EXERCISE BRIEF:
Search the listing below for the word "rows" and copy each line where it appears.

· · · ·

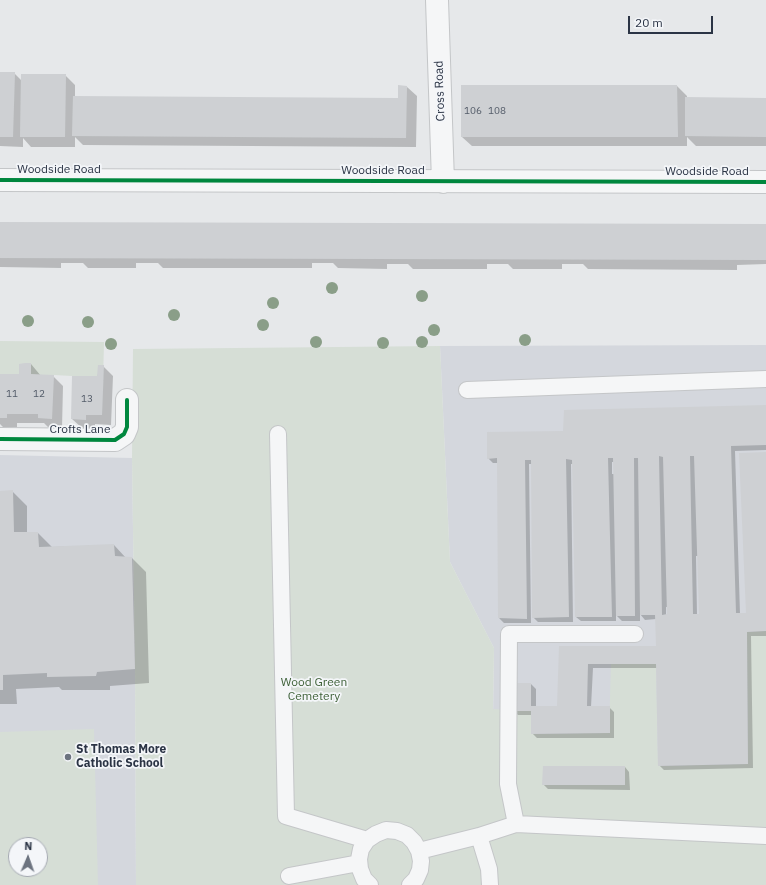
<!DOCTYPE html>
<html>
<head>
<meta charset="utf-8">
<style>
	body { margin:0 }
	#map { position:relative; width:766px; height:885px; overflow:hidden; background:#e6e8ea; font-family:"IBM Plex Sans",sans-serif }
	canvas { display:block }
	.north { position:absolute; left:8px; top:837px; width:40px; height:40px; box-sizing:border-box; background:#f4f6f9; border:1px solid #a4a8b1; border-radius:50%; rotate:2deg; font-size:11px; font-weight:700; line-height:16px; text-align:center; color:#2b3445 }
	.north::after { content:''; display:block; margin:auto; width:14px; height:18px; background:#6c737f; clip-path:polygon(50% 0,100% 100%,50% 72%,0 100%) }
	.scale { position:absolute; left:628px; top:16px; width:85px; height:18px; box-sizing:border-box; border:2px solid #2b3445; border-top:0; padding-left:5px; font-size:12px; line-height:14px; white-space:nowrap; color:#2b3445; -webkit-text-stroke:3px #f4f6f9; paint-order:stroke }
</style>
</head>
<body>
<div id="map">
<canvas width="766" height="885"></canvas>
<div class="north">N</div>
<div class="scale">20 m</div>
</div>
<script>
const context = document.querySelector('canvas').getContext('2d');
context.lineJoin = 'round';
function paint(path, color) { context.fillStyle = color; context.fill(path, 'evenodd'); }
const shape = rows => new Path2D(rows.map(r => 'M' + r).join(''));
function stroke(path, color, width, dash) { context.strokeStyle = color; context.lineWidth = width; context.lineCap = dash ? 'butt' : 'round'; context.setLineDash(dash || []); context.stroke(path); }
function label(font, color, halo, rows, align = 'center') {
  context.font = font + ' "IBM Plex Sans",sans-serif'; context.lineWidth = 3.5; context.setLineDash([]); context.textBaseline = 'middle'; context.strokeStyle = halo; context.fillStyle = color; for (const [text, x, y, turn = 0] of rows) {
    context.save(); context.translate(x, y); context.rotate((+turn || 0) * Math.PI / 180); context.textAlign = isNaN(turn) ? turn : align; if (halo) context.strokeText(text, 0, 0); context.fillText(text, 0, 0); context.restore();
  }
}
paint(shape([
	[766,345,766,817,492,789,494,648,450,562,440,346],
	[0,455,132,458,135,669,136,885,0,885],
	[16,845,40,845,40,869,16,869]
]), '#d4d7dd');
paint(shape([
	[0,341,104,342,103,382,83,381,72,376,54,375,0,379],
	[440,346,450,562,494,648,493,709,531,711,532,734,609,733,611,663,656,664,658,766,748,764,747,632,766,631,766,885,136,885,135,669,132,458,133,349],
	[94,729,98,885,0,885,0,732],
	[16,845,40,845,40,869,16,869]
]), '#d6ded6');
paint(shape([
	[0,73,14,73,22,81,65,75,75,85,75,97,399,99,407,87,417,96,416,147,83,145,75,137,75,147,31,147,23,138,23,147,0,146],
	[462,86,677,86,687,96,687,98,766,99,766,146,696,146,687,137,687,146,472,146,462,137],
	[0,223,766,225,766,264,737,265,737,270,588,269,583,264,562,264,562,269,513,269,508,264,487,264,487,269,413,269,408,264,387,264,387,269,338,268,333,263,312,263,312,268,163,268,158,263,136,263,136,268,88,268,83,263,61,263,61,268,0,267],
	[31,364,41,376,53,376,63,386,62,428,49,428,44,423,17,423,17,427,3,427,0,424,0,375,20,375],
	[103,366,113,376,111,425,95,424,95,429,82,428,72,419],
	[766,406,766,450,735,451,740,614,747,614,766,453,766,636,751,636,753,768,664,770,659,765,657,668,593,668,591,707,609,707,614,712,614,738,537,738,532,733,532,715,518,715,513,710,531,684,536,689,536,707,558,707,560,647,657,647,656,619,645,620,640,614,640,621,622,621,616,615,616,621,581,621,576,617,573,464,571,464,573,622,538,622,533,617,532,464,529,464,531,623,504,623,499,618,498,463,493,463,488,458,564,432],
	[612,462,614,462,614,474,612,474],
	[696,556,698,556,700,615,697,615],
	[666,607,668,607,668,615,666,615],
	[12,491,27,506,27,533,38,533,52,547,114,545,126,558,132,558,146,572,149,683,110,686,110,690,62,690,59,687,16,689,17,704,0,704,0,492],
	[625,767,629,772,630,790,548,789,543,784]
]), '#0003');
paint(shape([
	[0,72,15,72,13,137,0,137],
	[21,74,66,74,65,137,20,137],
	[398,85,407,86,406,138,72,136,73,96,398,98],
	[461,85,677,85,678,137,461,137],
	[685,97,766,98,766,137,685,136],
	[0,222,766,224,766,260,0,258],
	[25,363,31,363,31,374,54,375,52,419,38,418,38,414,7,414,7,418,0,418,0,374,19,374,19,364],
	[98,365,104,365,102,415,86,415,86,420,71,419,72,376,97,376],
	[766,405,766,445,731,446,736,613,746,613,739,453,766,452,766,631,747,632,748,764,658,766,656,664,588,664,587,706,610,706,610,733,531,734,531,711,512,711,513,683,531,683,531,706,557,706,559,646,656,646,655,615,640,615,638,458,634,458,635,616,616,616,613,458,608,458,612,617,575,617,572,460,566,459,569,617,532,618,531,460,525,460,527,619,498,618,497,458,487,459,487,432,563,431,564,410],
	[659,456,663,457,667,614,662,615],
	[690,456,694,456,699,614,693,614],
	[13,490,14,532,38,532,39,547,114,544,115,556,132,557,135,669,97,672,96,676,47,677,47,673,3,675,3,690,0,690,0,491],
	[543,766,625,766,625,785,542,785]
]), '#ced0d3');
const service = shape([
	[467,390,766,379],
	[278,434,286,816,367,840],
	[516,824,508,784,509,634,635,634],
	[479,836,489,869,490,885],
	[419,851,479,836,516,824,766,836],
	[289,876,359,863],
	[370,885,364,879,360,869,359,859,361,849,367,840,376,834,386,830,397,831,407,835,414,842,419,851,421,861,420,870,416,879,410,885]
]);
const minor = shape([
	[437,0,443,182],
	[0,180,766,182],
	[0,439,115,440,124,434,127,427,127,400]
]);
stroke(service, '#c4c6c8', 18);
stroke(minor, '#c4c6c8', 24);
stroke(service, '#f5f6f7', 16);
stroke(minor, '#f5f6f7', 22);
stroke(shape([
	[0,180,766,182],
	[0,439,115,440,124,434,127,427,127,400]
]), '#00873e', 4);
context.fillStyle = '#8a9e88';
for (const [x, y] of [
	[332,288],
	[422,296],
	[273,303],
	[174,315],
	[28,321],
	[88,322],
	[263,325],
	[434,330],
	[525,340],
	[316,342],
	[422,342],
	[383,343],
	[111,344]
]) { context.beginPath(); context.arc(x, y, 6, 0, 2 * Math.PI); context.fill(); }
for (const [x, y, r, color] of [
	[68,757,4,"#6c737f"]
]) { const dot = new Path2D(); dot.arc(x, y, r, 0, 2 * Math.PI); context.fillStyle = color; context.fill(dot); stroke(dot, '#f4f6f9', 1.5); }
label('10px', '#545c69', null, [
	["106",473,111],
	["108",497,111],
	["11",12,394],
	["12",39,394],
	["13",87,399]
]);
label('12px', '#2b3445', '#f4f6f9', [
	["Cross Road",440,91,-92],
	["Woodside Road",59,170],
	["Woodside Road",383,171],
	["Woodside Road",707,172],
	["Crofts Lane",80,430]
]);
label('12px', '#3f6138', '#f4f6f9', [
	["Wood Green",314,683],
	["Cemetery",314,697]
]);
label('bold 12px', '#2b3445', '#f4f6f9', [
	["St Thomas More",76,750],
	["Catholic School",76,764]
], 'left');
</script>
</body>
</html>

· · · ·

TASK RESULT:
const shape = rows => new Path2D(rows.map(r => 'M' + r).join(''));
function label(font, color, halo, rows, align = 'center') {
  context.font = font + ' "IBM Plex Sans",sans-serif'; context.lineWidth = 3.5; context.setLineDash([]); context.textBaseline = 'middle'; context.strokeStyle = halo; context.fillStyle = color; for (const [text, x, y, turn = 0] of rows) {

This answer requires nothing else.